Degradation of amyloid beta species by multi-copper oxidases

Reduction of the production of amyloid beta (A{beta}) species has been intensively investigated as potential therapeutic approaches for Alzheimers disease (AD). However, the degradation of A{beta} species, another potential beneficial approach, has been far less explored. In this study, we discovered that ceruloplasmin (CP), an important multi-copper oxidase (MCO) in human blood, could degrade A{beta} peptides. We also found that the presence of Vitamin C could enhance the degrading effect in a concentration-dependent manner. We then validated the CP-A{beta} interaction using total internal reflection fluorescence (TIRF) microscopy, fluorescence photometer, and fluorescence polarization measurement. Based on the above discovery, we hypothesized that other MCOs had similar A{beta}-degrading functions. Indeed, we found that other MCOs could induce A{beta} degradation as well.
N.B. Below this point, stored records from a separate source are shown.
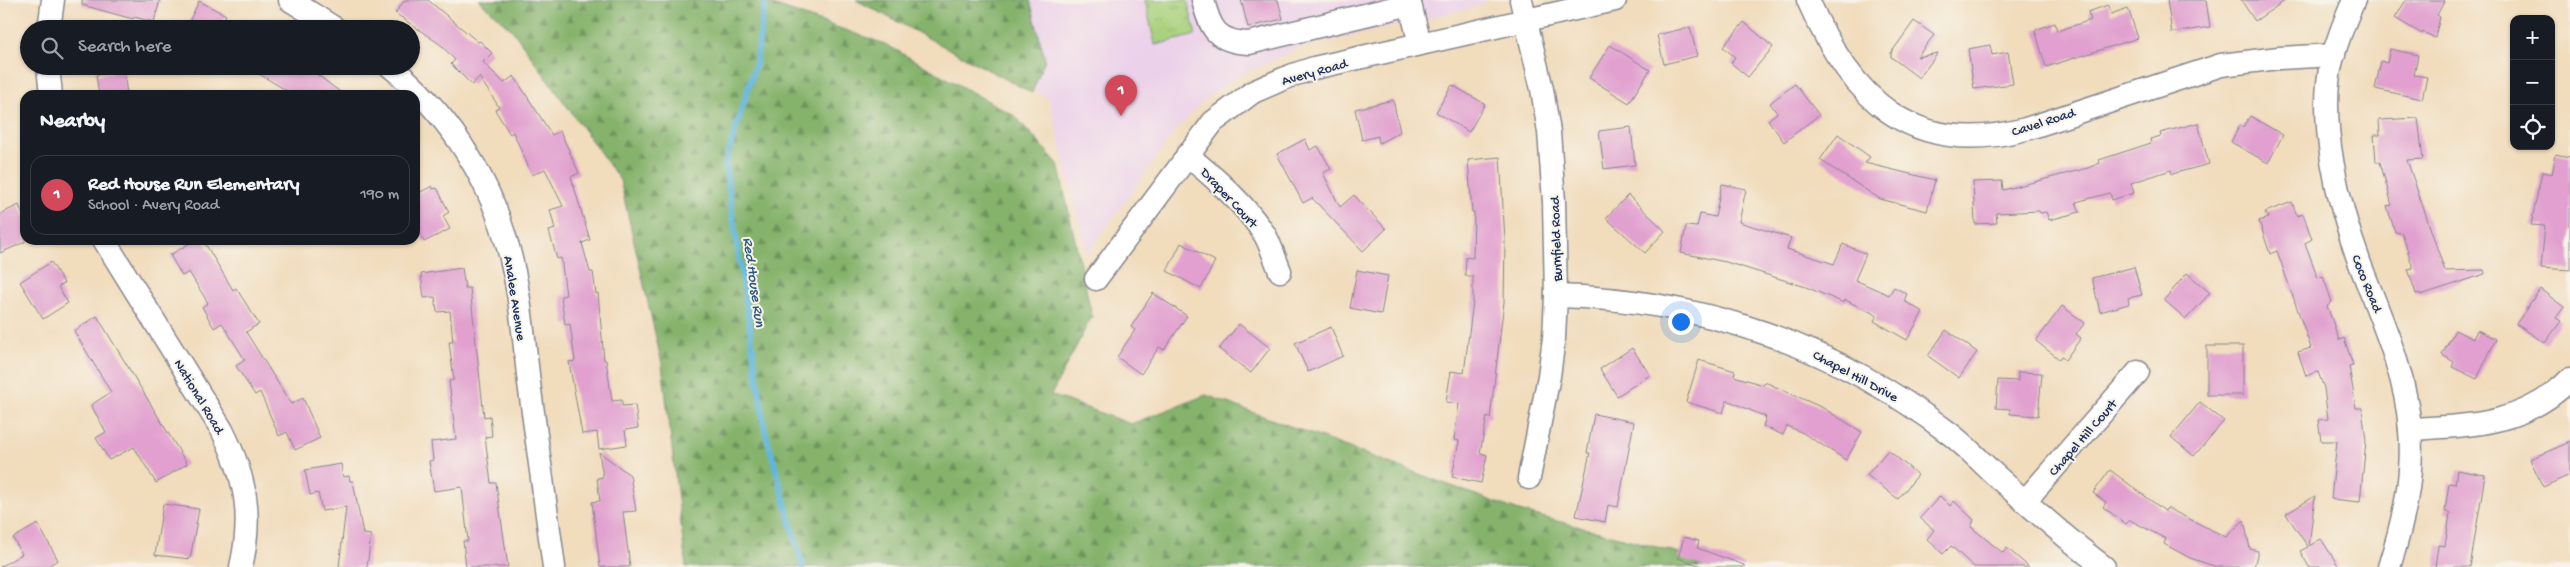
<!DOCTYPE html>
<html lang="en">
<head>
<meta charset="utf-8">
<style>
  body { margin:0; font-family:"Gochi Hand",sans-serif; background:#20242c; color:#f1f3f6 }
  .controls { position:absolute; right:15px; top:15px; display:grid; overflow:hidden; border-radius:10px; box-shadow:0 1px 4px #0004 }
  .controls button { width:45px; height:45px; display:grid; place-items:center; padding:0; border:0; border-bottom:1px solid #363941; background:#171b24; color:#f1f3f6; font:25px sans-serif }
  .you { position:absolute; left:1680px; top:321px; width:18px; height:18px; margin:-12px; border:4px solid #fff; border-radius:50%; background:#1a73e8; box-shadow:0 0 0 8px #1a73e833 }
  .badge { display:grid; place-items:center; width:32px; height:32px; border-radius:50%; background:#d1495b; color:#fff; font-size:16px; font-weight:700 }
  .pin { position:absolute; translate:-50% -41px; filter:drop-shadow(0 1px 2px #0008) }
  .pin::after { content:''; position:absolute; top:26px; width:18px; height:15px; background:inherit; clip-path:polygon(0 0,100% 0,50% 100%) }
  .list { margin:0; padding:0; list-style:none }
  h2 { display:flex; justify-content:space-between; align-items:center; height:65px; margin:0; padding:0 20px; font-size:21px }
  h2 small { font-size:16px; font-weight:400; color:#9ea1a6 }
  .list li { display:grid; grid-template-columns:32px 1fr auto; gap:15px; align-items:center; box-sizing:border-box; height:80px; margin:0 10px 10px; padding:0 10px; border:1px solid #363941; border-radius:15px }
  .list b { display:block; font-size:19px; white-space:nowrap }
  .list p { margin:0; font-size:16px; white-space:nowrap; color:#9ea1a6 }
  .list em { font-size:16px; font-style:normal; color:#9ea1a6 }
  .icon { flex:none; width:28px; height:28px; fill:none; stroke:currentColor; stroke-width:2; stroke-linecap:round; stroke-linejoin:round }
  .map { position:relative; flex:none; width:2570px; height:567px; overflow:hidden }
  .search { position:absolute; background:#171b24; box-shadow:0 1px 4px #0004; left:20px; top:20px; width:400px; height:55px; display:flex; align-items:center; gap:12px; box-sizing:border-box; padding:0 18px; border-radius:28px; color:#9ea1a6; font-size:19px }
  .panel { position:absolute; background:#171b24; box-shadow:0 1px 4px #0004; left:20px; top:90px; width:400px; height:155px; border-radius:15px }
  .map>svg:first-child { display:block }
  .built { fill:#ecd1ea }
  .forest { fill:url(#forest-firs); stroke:#507165 }
  .park { fill:url(#park-tufts); stroke:#61806d }
  .lines { fill:none; stroke-linecap:round; stroke-linejoin:round }
  .stream { stroke:#5eb6db; stroke-width:6 }
  .building { fill:#e1a0cf }
  .minor-casing { stroke:#86868d; stroke-width:25 }
  .minor { stroke:#fff; stroke-width:22 }
  .labels { text-anchor:middle; stroke-width:4; stroke-linejoin:round; paint-order:stroke }
  .street-label { font-size:14px; fill:#1b2f5e; stroke:#f7f3e8 }
  .water-label { font-size:15px; font-style:italic; fill:#2f5884; stroke:#f7f3e8 }
</style>
</head>
<body>
<div class="map">
<svg width="2570" height="567" viewBox="0 0 2570 567">
  <defs>
    <pattern id="forest-firs" width="22" height="20" patternUnits="userSpaceOnUse" patternTransform="scale(1.25)"><rect width="22" height="20" fill="#85b36c"/><path d="M5 1l3.5 6h-7zM16 11l3.5 6h-7z" fill="#6c925c"/></pattern>
    <pattern id="park-tufts" width="24" height="20" patternUnits="userSpaceOnUse" patternTransform="scale(1.25)"><rect width="24" height="20" fill="#a7d17c"/><path d="M3 7l-1-3M5 7V3M7 7l1-3M15 17l-1-3M17 17v-4M19 17l1-3" fill="none" stroke="#8fb46e"/></pattern>
  </defs>
  <rect width="100%" height="100%" fill="#f7f3e8"/>
  <filter id="ink" filterUnits="userSpaceOnUse"><feTurbulence type="fractalNoise" baseFrequency=".02" numOctaves="2"/><feDisplacementMap in="SourceGraphic" scale="10" xChannelSelector="R" yChannelSelector="G"/><feConvolveMatrix kernelMatrix="1 2 1 2 8 2 1 2 1" color-interpolation-filters="sRGB"/></filter>
  <filter id="wash" filterUnits="userSpaceOnUse"><feTurbulence type="fractalNoise" baseFrequency=".0096" numOctaves="4" result="noise"/><feDisplacementMap in="SourceGraphic" scale="20" xChannelSelector="R" yChannelSelector="G"/><feGaussianBlur stdDeviation="1.12" result="paint"/><feColorMatrix in="noise" values="0 0 0 0 0 0 0 0 0 0 0 0 0 0 0 0 0 1.4 0 .05"/><feComposite in="paint" operator="in"/></filter>
  <g filter="url(#wash)">
    <rect width="100%" height="100%" fill="#f1dcbc"/>
    <path class="built" d="M877,0H1486L1483,5L1297,49L1233,79L1202,102L1176,130L1087,254L1049,99Z"/>
    <g class="forest">
      <path d="M479,0H759L885,44L1015,116L1058,164L1092,316L1051,395L1131,424L1206,395L1519,511L1733,567H686L662,364L620,180L512,30Z"/>
      <path d="M856,0H1030L1045,59L1032,93Z"/>
    </g>
    <path class="park" d="M1145,0H1187L1196,35L1155,45Z"/>
    <g class="lines">
      <path class="stream" d="M765,0L756,62L725,164L765,430L803,567"/>
    </g>
    <g id="blocks">
      <g class="building">
        <path d="M82,0H160L154,22L134,17L133,19L82,5Z"/>
        <path d="M405,0H428L478,42L480,41L492,53L483,62L504,83L514,76L552,135L560,131L579,173L571,177L590,240L582,243L590,272H593L596,294L598,293L604,360H606L612,401L622,400V406L635,405L638,428L625,430L627,445L599,449L597,432L582,434L569,362L575,361L570,324L565,325L561,296L566,295L561,258L557,259L549,231L555,229L550,210L563,206L545,169L532,175L513,132L510,134L495,110L499,107L479,77L472,85L451,64L455,60L441,45L395,13Z"/>
        <path d="M1241,0H1278L1283,19L1248,27Z"/>
        <path d="M2167,0H2206L2210,27L2172,33Z"/>
        <path d="M2241,0H2286L2255,21Z"/>
        <path d="M2406,0H2445L2437,15L2440,17L2435,38L2423,32L2422,34L2395,18Z"/>
        <path d="M199,1L226,15L219,29H201L189,22Z"/>
        <path d="M2108,5L2111,14L2128,8L2138,38L2046,67L2035,30L2055,23L2057,31L2091,20L2088,12Z"/>
        <path d="M1914,21L1934,35L1917,57L1938,53L1919,78L1891,57V53Z"/>
        <path d="M1744,22L1773,47L1748,77L1731,63L1735,57L1723,47Z"/>
        <path d="M1690,27L1697,56L1664,64L1657,35Z"/>
        <path d="M1610,45L1650,70L1629,103L1589,78Z"/>
        <path d="M1990,45L1992,55L2008,52L2013,84L1974,89L1968,49Z"/>
        <path d="M2390,49L2418,55L2414,75L2427,77L2422,99L2375,89L2381,61L2387,63Z"/>
        <path d="M246,66H306L344,95H294Z"/>
        <path d="M124,71L127,95H99L96,75Z"/>
        <path d="M1795,84L1819,115L1784,142L1768,120L1777,113L1770,103Z"/>
        <path d="M1452,85L1485,104L1469,132L1436,112Z"/>
        <path d="M1393,100L1400,132L1379,143L1378,136L1362,140L1355,109Z"/>
        <path d="M2250,116L2283,135L2268,163L2231,142L2240,125L2243,127Z"/>
        <path d="M2418,118L2423,159L2407,160L2445,271L2484,270L2485,274L2421,295L2420,293L2416,294L2408,269L2413,268L2402,233L2395,232L2387,206L2392,205L2380,162H2376L2374,135H2380L2379,120Z"/>
        <path d="M2198,123L2209,164L2172,174L2171,170L2131,183L2134,193L2112,200L2110,193L2076,202L2080,212L2049,220L2046,212L2040,213L2039,211L1996,213L1997,223L1975,224L1973,182L2002,181L2003,190L2088,168L2100,163L2099,160L2151,143L2150,139L2161,136L2160,133Z"/>
        <path d="M1631,127L1635,165L1604,169L1599,131Z"/>
        <path d="M1838,134L1870,157L1865,163L1935,180L1927,211L1880,199L1820,160Z"/>
        <path d="M1305,139L1310,150L1318,146L1331,169L1323,173L1340,207L1354,195L1386,229L1363,251L1312,198L1303,203L1277,154Z"/>
        <path d="M2556,154L2570,157V270L2541,268L2545,226L2531,225L2542,172L2552,174Z"/>
        <path d="M1500,157L1505,240L1504,302L1490,418L1487,417L1480,453L1487,455L1481,483L1452,477L1459,441L1454,440L1459,404L1446,402L1451,371L1464,373L1473,301V276H1465L1466,257L1473,258L1474,212H1472L1468,160Z"/>
        <path d="M1722,184L1746,189L1739,222L1791,238L1787,249L1834,264L1843,244L1866,254L1855,280L1889,295L1894,287L1907,294L1904,301L1923,312L1907,340L1874,321L1877,315L1845,300L1844,303L1806,287L1726,262L1681,253L1686,226L1697,227L1700,214L1715,217Z"/>
        <path d="M432,186L433,189L437,188L449,212L443,216L450,229L424,242L415,223V195Z"/>
        <path d="M1628,195L1665,231L1645,253L1606,218Z"/>
        <path d="M2292,202L2297,216L2303,214L2312,239L2305,243L2318,278L2323,276L2332,302L2327,306L2339,340L2344,338L2353,365L2349,366L2356,408H2362L2366,441L2360,502L2331,499L2337,441H2321L2318,420L2328,419L2324,388L2318,372L2306,376L2298,352L2311,348L2277,251L2270,254L2259,221L2268,218L2265,212Z"/>
        <path d="M19,205L25,219V242L0,253V214Z"/>
        <path d="M195,240H203L233,290L236,288L259,324L246,332L291,404L303,398L320,438L295,450L287,432L279,436L260,392L255,395L236,366L245,360L222,323L214,328L202,307L208,303L189,272L182,276L170,255Z"/>
        <path d="M1181,243L1215,261L1201,289L1167,271Z"/>
        <path d="M51,262L64,283L58,287L68,303L43,319L20,282Z"/>
        <path d="M2134,267L2142,295L2128,298L2129,304L2100,312L2092,278Z"/>
        <path d="M462,268L465,288H470L484,417L490,416L492,436L485,437L491,483H496L508,567H466L463,541H468L462,487L434,491L429,461L433,460L431,442L456,439L449,381L454,380L449,342H453L450,311L437,312L435,297L424,298L421,274Z"/>
        <path d="M1357,270L1388,276L1381,314L1350,308Z"/>
        <path d="M2187,273L2210,293L2186,319L2164,300Z"/>
        <path d="M2540,289L2564,307L2556,318L2561,321L2545,343L2516,324Z"/>
        <path d="M1153,293L1187,316L1164,350L1159,347L1141,374L1117,357L1135,330L1131,327Z"/>
        <path d="M2062,306L2085,323L2076,334L2081,338L2065,360L2061,356L2059,359L2036,341Z"/>
        <path d="M97,316L187,464L156,483L134,447L109,460L96,438L106,432L91,405L111,392L74,331Z"/>
        <path d="M1239,324L1270,348L1251,373L1219,349Z"/>
        <path d="M1331,327L1343,356L1308,372L1295,343Z"/>
        <path d="M1946,330L1977,352L1959,378L1928,356Z"/>
        <path d="M2455,330L2473,339L2477,330L2496,339L2477,379L2452,367L2454,362L2442,355Z"/>
        <rect x="2207" y="346" width="36" height="49"/>
        <path d="M1632,348L1650,375L1617,396L1600,369Z"/>
        <path d="M1699,360L1735,371L1734,376L1763,385L1765,382L1823,408L1862,432L1846,460L1803,433L1787,426L1783,435L1763,426L1766,417L1727,400L1723,413L1686,402Z"/>
        <path d="M2018,372L2042,373L2038,416L2010,414V409L1996,408L1998,380L2018,381Z"/>
        <path d="M2200,402L2224,421L2194,456L2171,437Z"/>
        <path d="M1594,414L1634,422L1618,507L1608,505L1605,522L1576,516L1590,453H1587Z"/>
        <path d="M2570,442V475L2543,487L2530,459Z"/>
        <path d="M1888,450L1918,475L1898,499L1867,475Z"/>
        <path d="M599,452L630,475L636,511L623,512L630,567H600L592,502L600,501L597,478L603,477Z"/>
        <path d="M341,464L343,477L349,476L350,481H353L363,534L371,535L367,567H339L346,507L322,511L318,493L310,495L305,470Z"/>
        <path d="M2110,470L2165,511L2167,508L2226,537L2244,520L2250,549L2258,551L2254,567H2217L2190,558L2164,544L2166,539L2130,520L2126,524L2103,507L2106,502L2093,493Z"/>
        <path d="M2457,470L2485,475L2470,567H2435L2438,545L2445,546L2450,514L2445,511L2449,483L2455,484Z"/>
        <path d="M1940,496L1950,506L1954,501L1974,520L1971,527L2003,553L2007,548L2029,567H1974L1951,546L1943,554L1927,539L1934,530L1920,518Z"/>
        <path d="M2315,496L2309,546L2321,539L2339,567H2309L2300,551L2308,547L2286,514Z"/>
        <path d="M163,504L199,509L190,559L155,555Z"/>
        <path d="M38,524L58,560L46,567H0L22,554L13,538Z"/>
        <path d="M1684,537L1699,541L1697,548L1744,565V567H1704L1678,558Z"/>
      </g>
    </g>
  </g>
  <g filter="url(#ink)">
    <use href="#blocks" fill-opacity="0" stroke="#86868d" stroke-width="1"/>
    <g class="lines">
      <g class="minor-casing">
        <g id="minor">
          <path d="M290,0L336,29"/>
          <path d="M1203,0C1210,29 1217,42 1249,43L1410,4"/>
          <path d="M1409,0L1420,44"/>
          <path d="M1521,0L1542,89L1549,132L1554,202L1556,296L1554,338L1549,376L1529,478"/>
          <path d="M1808,0C1851,98 1911,159 2026,129L2221,65L2279,58L2334,55"/>
          <path d="M2354,0C2346,18 2337,41 2332,60C2317,120 2339,207 2360,264C2380,317 2406,372 2410,430C2414,477 2403,523 2389,567"/>
          <path d="M49,29L53,0"/>
          <path d="M48,66L51,95"/>
          <path d="M390,66C444,110 485,170 505,237C520,284 523,334 529,383C537,444 546,506 554,567"/>
          <path d="M1187,155C1215,178 1245,204 1265,235C1271,246 1275,259 1280,271"/>
          <path d="M104,240L222,430C246,478 253,515 241,567"/>
          <path d="M1096,279L1213,122L1253,92L1290,76L1314,68L1615,0"/>
          <path d="M1556,296C1699,299 1835,345 1949,433C1965,445 1979,460 1994,474C2030,506 2065,538 2104,567"/>
          <path d="M2410,429C2469,426 2526,425 2570,379"/>
          <path d="M2025,501L2138,372"/>
        </g>
      </g>
      <use href="#minor" class="minor"/>
    </g>
  </g>
  <g class="labels">
    <g class="street-label">
      <text transform="translate(1314 71) rotate(-16)" y="5">Avery Road</text>
      <text transform="translate(2043 121) rotate(-18)" y="5">Cavel Road</text>
      <text transform="translate(1230 197) rotate(47)" y="5">Draper Court</text>
      <text transform="translate(1555 239) rotate(-92)" y="5">Burnfield Road</text>
      <text transform="translate(2368 283) rotate(68)" y="5">Coco Road</text>
      <text transform="translate(516 298) rotate(81)" y="5">Analee Avenue</text>
      <text transform="translate(1856 375) rotate(28)" y="5">Chapel Hill Drive</text>
      <text transform="translate(200 396) rotate(59)" y="5">National Road</text>
      <text transform="translate(2082 437) rotate(-49)" y="5">Chapel Hill Court</text>
    </g>
    <g class="water-label">
      <text transform="translate(755 282) rotate(82)" y="5">Red House Run</text>
    </g>
  </g>
</svg>
<div class="controls">
<button>+</button>
<button>−</button>
<button><svg class="icon" aria-label="locate" viewBox="0 0 24 24"><circle cx="12" cy="12" r="6"/><path d="M12 2v4M12 18v4M2 12h4M18 12h4"/></svg></button>
</div>
<div class="you"></div>
<div class="pin badge" style="left:1121px;top:116px">1</div>
<div class="search"><svg class="icon" aria-label="search" viewBox="0 0 24 24"><circle cx="10" cy="10" r="6"/><path d="M15 15l6 6"/></svg>Search here</div>
<section class="panel">
<h2>Nearby<small></small></h2>
<ul class="list">
<li><span class="badge">1</span><div><b>Red House Run Elementary</b><p>School · Avery Road</p></div><em>190 m</em></li>
</ul>
</section>
</div>
</body>
</html>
Remarkably, we revealed that ascorbate oxidase (AO) had the strongest degrading effect among the tested MCOs. Using induced pluripotent stem (iPS) neuron cells, we observed that AO could rescue neuron toxicity which induced by A{beta} oligomers. In addition, our electrophysiological analysis with brain slices suggested that AO could prevent an A{beta}-induced deficit in synaptic transmission in the hippocampus. To the best of our knowledge, our report is the first to demonstrate that MCOs have a degrading function for peptides/proteins. Further investigations are warranted to explore the possible benefits of MCOs for future AD treatment.